THE DATA
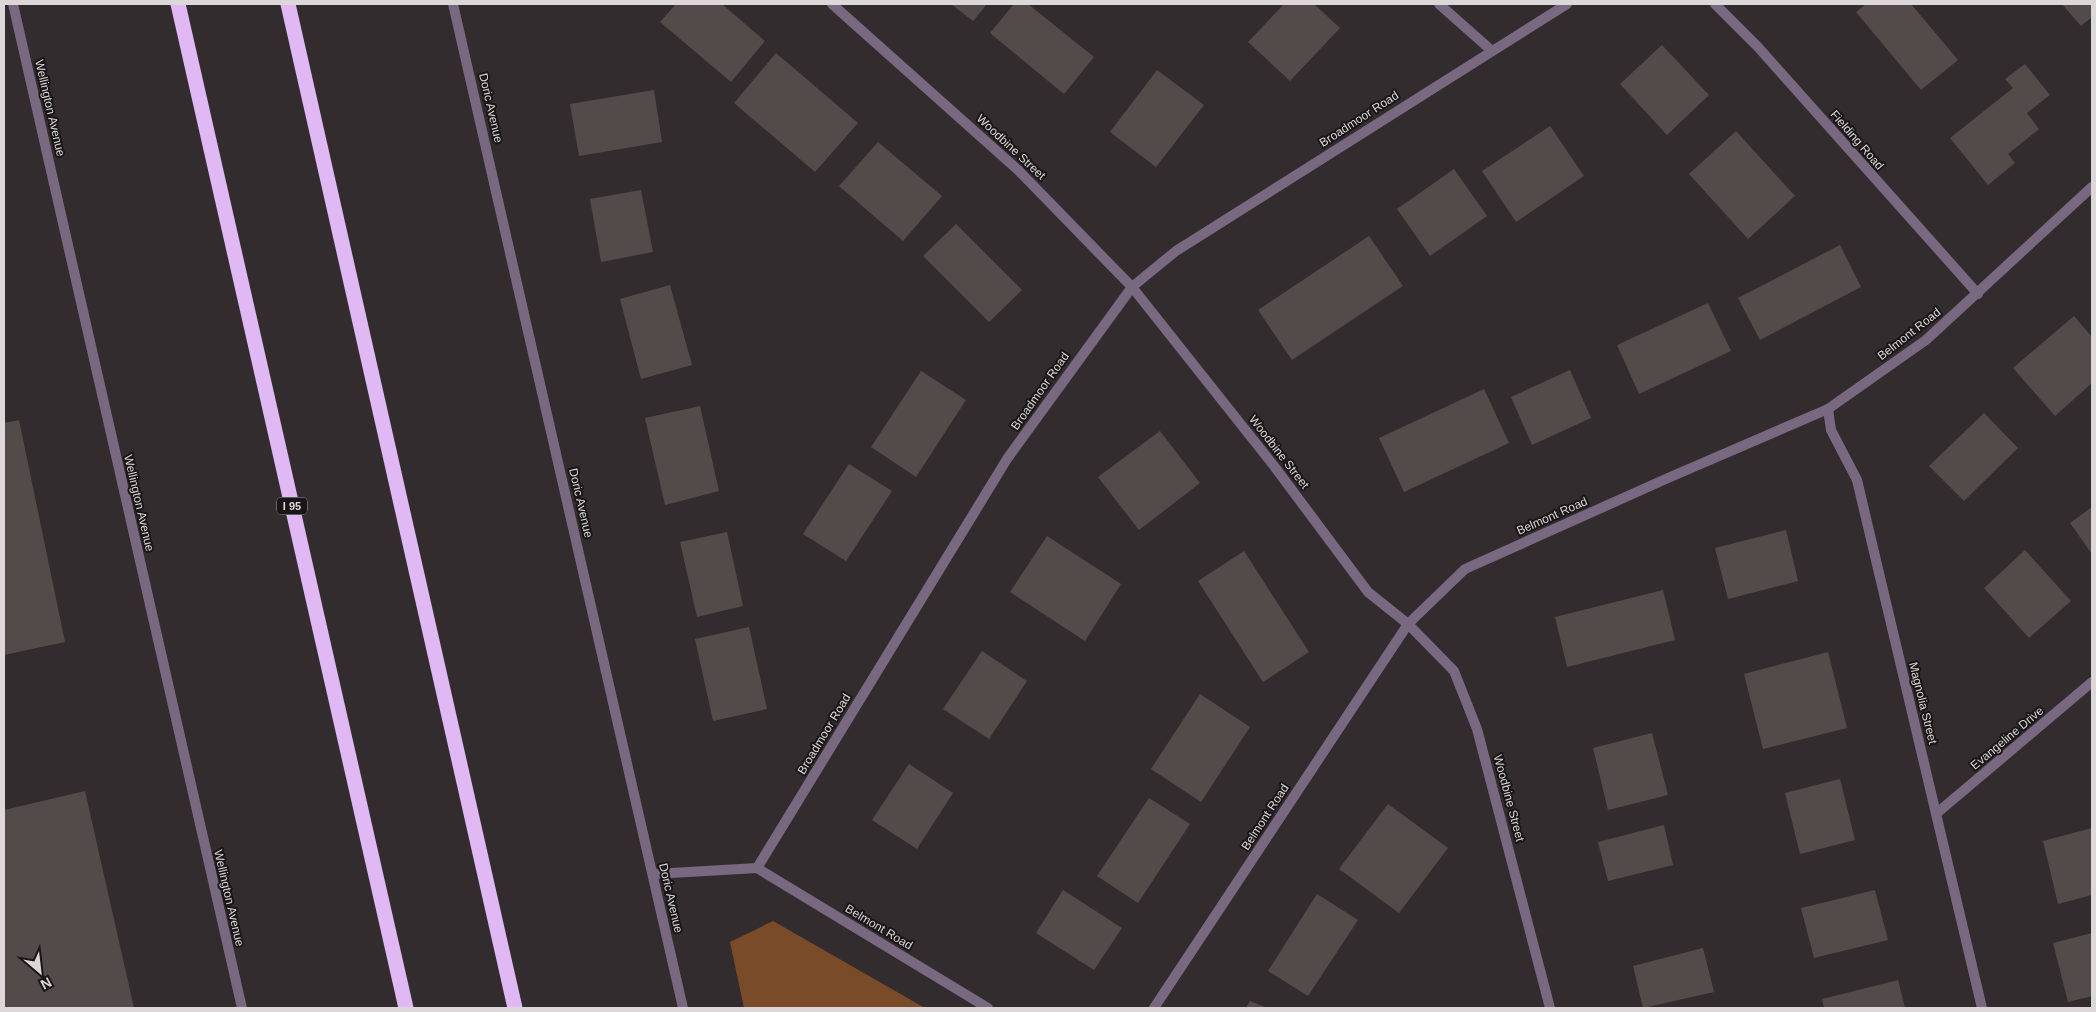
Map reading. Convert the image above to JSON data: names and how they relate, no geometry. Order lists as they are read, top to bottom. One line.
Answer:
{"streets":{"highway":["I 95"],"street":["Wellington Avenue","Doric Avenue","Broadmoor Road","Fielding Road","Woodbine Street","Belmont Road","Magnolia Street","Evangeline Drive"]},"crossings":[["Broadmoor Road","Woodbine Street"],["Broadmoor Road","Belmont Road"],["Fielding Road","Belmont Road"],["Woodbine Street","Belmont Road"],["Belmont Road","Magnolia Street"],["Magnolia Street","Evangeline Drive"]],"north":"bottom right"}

ABOUT THIS EXERCISE
What is needed here is an exact repetition of the listing above, pictures excluded.

ANSWER SECTION
Map reading. Convert the image above to JSON data: names and how they relate, no geometry. Order lists as they are read, top to bottom. One line.
Answer:
{"streets":{"highway":["I 95"],"street":["Wellington Avenue","Doric Avenue","Broadmoor Road","Fielding Road","Woodbine Street","Belmont Road","Magnolia Street","Evangeline Drive"]},"crossings":[["Broadmoor Road","Woodbine Street"],["Broadmoor Road","Belmont Road"],["Fielding Road","Belmont Road"],["Woodbine Street","Belmont Road"],["Belmont Road","Magnolia Street"],["Magnolia Street","Evangeline Drive"]],"north":"bottom right"}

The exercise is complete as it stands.